Leonard was too proud to cry out, even if he were to think anyone would come for him. I listened instead for the sound of men's voices, for the racing heartbeats and harsh breathing. My senses were heightened by my excitement and fear for the life of the man who had been like a son-in-law to me. I sniffed the stale air as I slid through the shadows beneath stained glass windows and sidled slowly into the sanctuary.
Crouched there behind the last pew, I peered into the darkened sanctuary, and there I found them. For the briefest of moments it swept over me, the vision of a time past, and I felt my heart palpitate as Rebeka's face flashed in my mind. I blinked, and some part of me reached out to Joy. Her mind brushed against me like the familiar touch of a lover, and my thoughts cleared. There were three of them, modern images of a demon worse than that which they sought to kill. Pale images, I saw as I moved a little closer, for they seemed to have lost some of the truths about our kind once so preciously guarded by theirs. Two of them wore strings of garlic around their necks, along with their crosses. The stench of their fear and anger mingled with sweat and blood, raising the level of rage within me.
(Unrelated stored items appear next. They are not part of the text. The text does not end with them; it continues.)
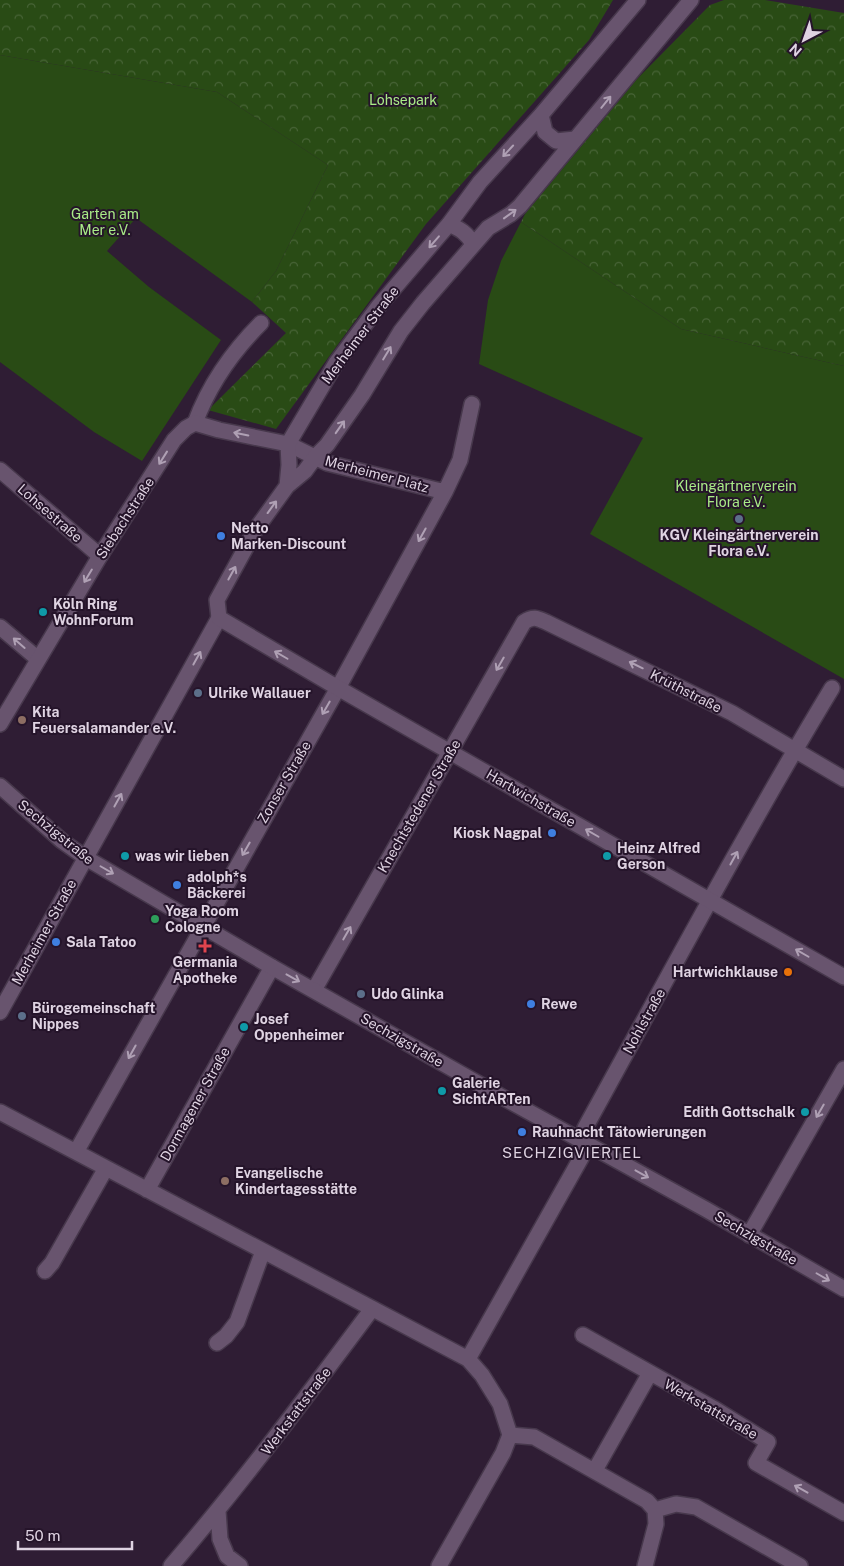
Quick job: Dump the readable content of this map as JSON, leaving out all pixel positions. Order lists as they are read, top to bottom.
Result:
{
  "streets": {
    "street": [
      "Merheimer Straße",
      "Merheimer Platz",
      "Lohsestraße",
      "Siebachstraße",
      "Krüthstraße",
      "Zonser Straße",
      "Hartwichstraße",
      "Knechtstedener Straße",
      "Sechzigstraße",
      "Nohlstraße",
      "Dormagener Straße",
      "Werkstattstraße"
    ]
  },
  "crossings": [
    ["Merheimer Straße", "Merheimer Platz"],
    ["Merheimer Straße", "Hartwichstraße"],
    ["Merheimer Straße", "Sechzigstraße"],
    ["Merheimer Platz", "Siebachstraße"],
    ["Merheimer Platz", "Zonser Straße"],
    ["Lohsestraße", "Siebachstraße"],
    ["Krüthstraße", "Knechtstedener Straße"],
    ["Krüthstraße", "Nohlstraße"],
    ["Zonser Straße", "Hartwichstraße"],
    ["Zonser Straße", "Sechzigstraße"],
    ["Hartwichstraße", "Knechtstedener Straße"],
    ["Hartwichstraße", "Nohlstraße"],
    ["Knechtstedener Straße", "Sechzigstraße"],
    ["Sechzigstraße", "Nohlstraße"],
    ["Sechzigstraße", "Dormagener Straße"]
  ],
  "one_way": [
    "Merheimer Platz",
    "Siebachstraße",
    "Krüthstraße",
    "Zonser Straße",
    "Hartwichstraße",
    "Sechzigstraße"
  ],
  "districts": ["SECHZIGVIERTEL"],
  "parks": ["Lohsepark", "Garten am Mer e.V.", "Kleingärtnerverein Flora e.V."],
  "places": {
    "other": [
      "KGV Kleingärtnerverein Flora e.V.",
      "Netto Marken-Discount",
      "Köln Ring WohnForum",
      "Ulrike Wallauer",
      "Kita Feuersalamander e.V.",
      "Kiosk Nagpal",
      "was wir lieben",
      "Heinz Alfred Gerson",
      "adolph*s Bäckerei",
      "Yoga Room Cologne",
      "Sala Tatoo",
      "Hartwichklause",
      "Udo Glinka",
      "Rewe",
      "Bürogemeinschaft Nippes",
      "Josef Oppenheimer",
      "Galerie SichtARTen",
      "Edith Gottschalk",
      "Rauhnacht Tätowierungen",
      "Evangelische Kindertagesstätte"
    ],
    "health": ["Germania Apotheke"]
  },
  "scale_bar": "50 m",
  "north": "bottom left"
}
Leonard was tied across the altar, the ropes stained with his blood where they cut into him. A crucifix lay across his chest, and smoke was beginning to rise from it as his skin reacted. His feet were burned from where they had found the sunlight and his long hair lay across his face. His hands were clenched into fists at his sides, pounding uselessly against the cold marble slab of the altar. There was a low growl coming from him that I knew would have been a roar of rage anywhere else. It filled the air … or perhaps just my ears, for the others seemed not to notice.
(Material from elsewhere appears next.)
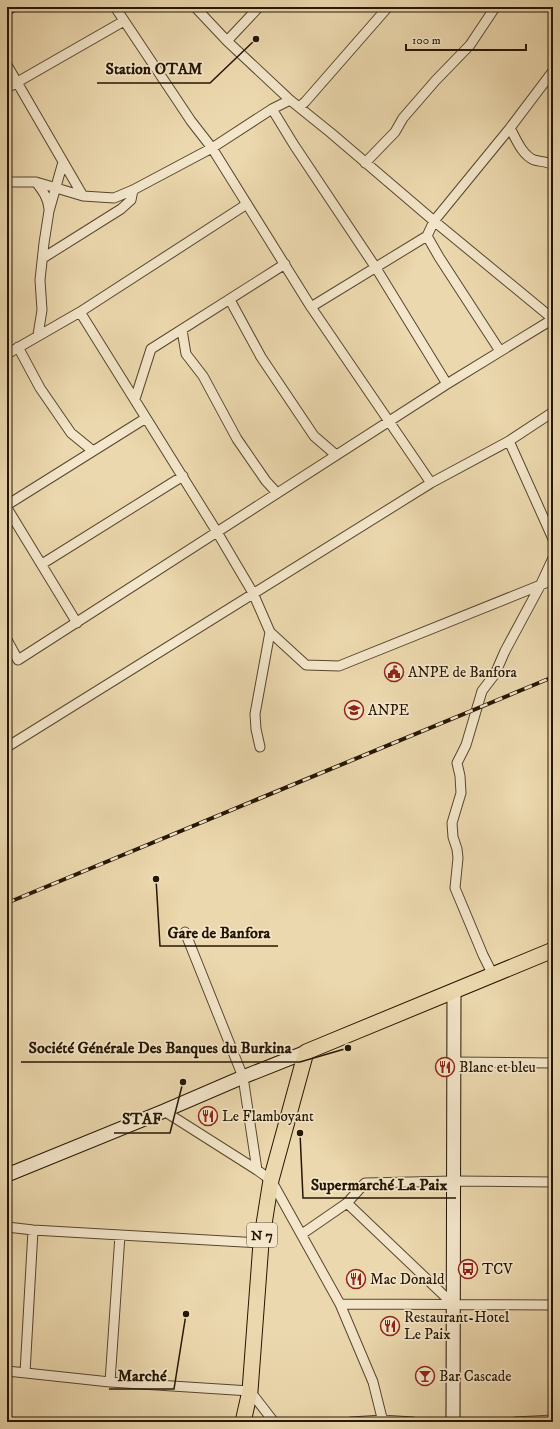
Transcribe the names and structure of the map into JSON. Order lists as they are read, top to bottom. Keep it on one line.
{"streets":{"highway":["N 7"]},"places":{"other":["Station OTAM","Gare de Banfora","Société Générale Des Banques du Burkina","STAF","Supermarché La Paix","Marché"],"public building":["ANPE de Banfora"],"school or university":["ANPE"],"restaurant":["Blanc et bleu","Le Flamboyant","Mac Donald","Restaurant-Hotel Le Paix"],"bus stop":["TCV"],"bar":["Bar Cascade"]},"scale_bar":"100 m"}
I called to him silently, pressing my presence close enough and strong enough that the tone of the growl shifted. He was too weak to respond in kind, but it was enough that he knew I was there and would do what I could to help him. The men seemed oblivious to all but the task at hand, and I let the Change come over me as I glided closer. Almost silently I moved in the flickering candlelight, closer and closer to them. The first of them died with a broken neck before the others even knew I was there.
The noise of my anger filled the cavernous room, echoing off the hand-polished timbers. The Hunter closest to Leonard raised a wooden stake in preparation for the kill, leaving the third to confront me and keep me at bay long enough to finish their sacrifice. I had other plans however, and paid little heed to the one now charging at me, another stake in hand. Instead, I dove at Leonard, landing atop him and biting into my own wrist. I pressed the bleeding wound to his lips and reached out for the Hunter with my other hand.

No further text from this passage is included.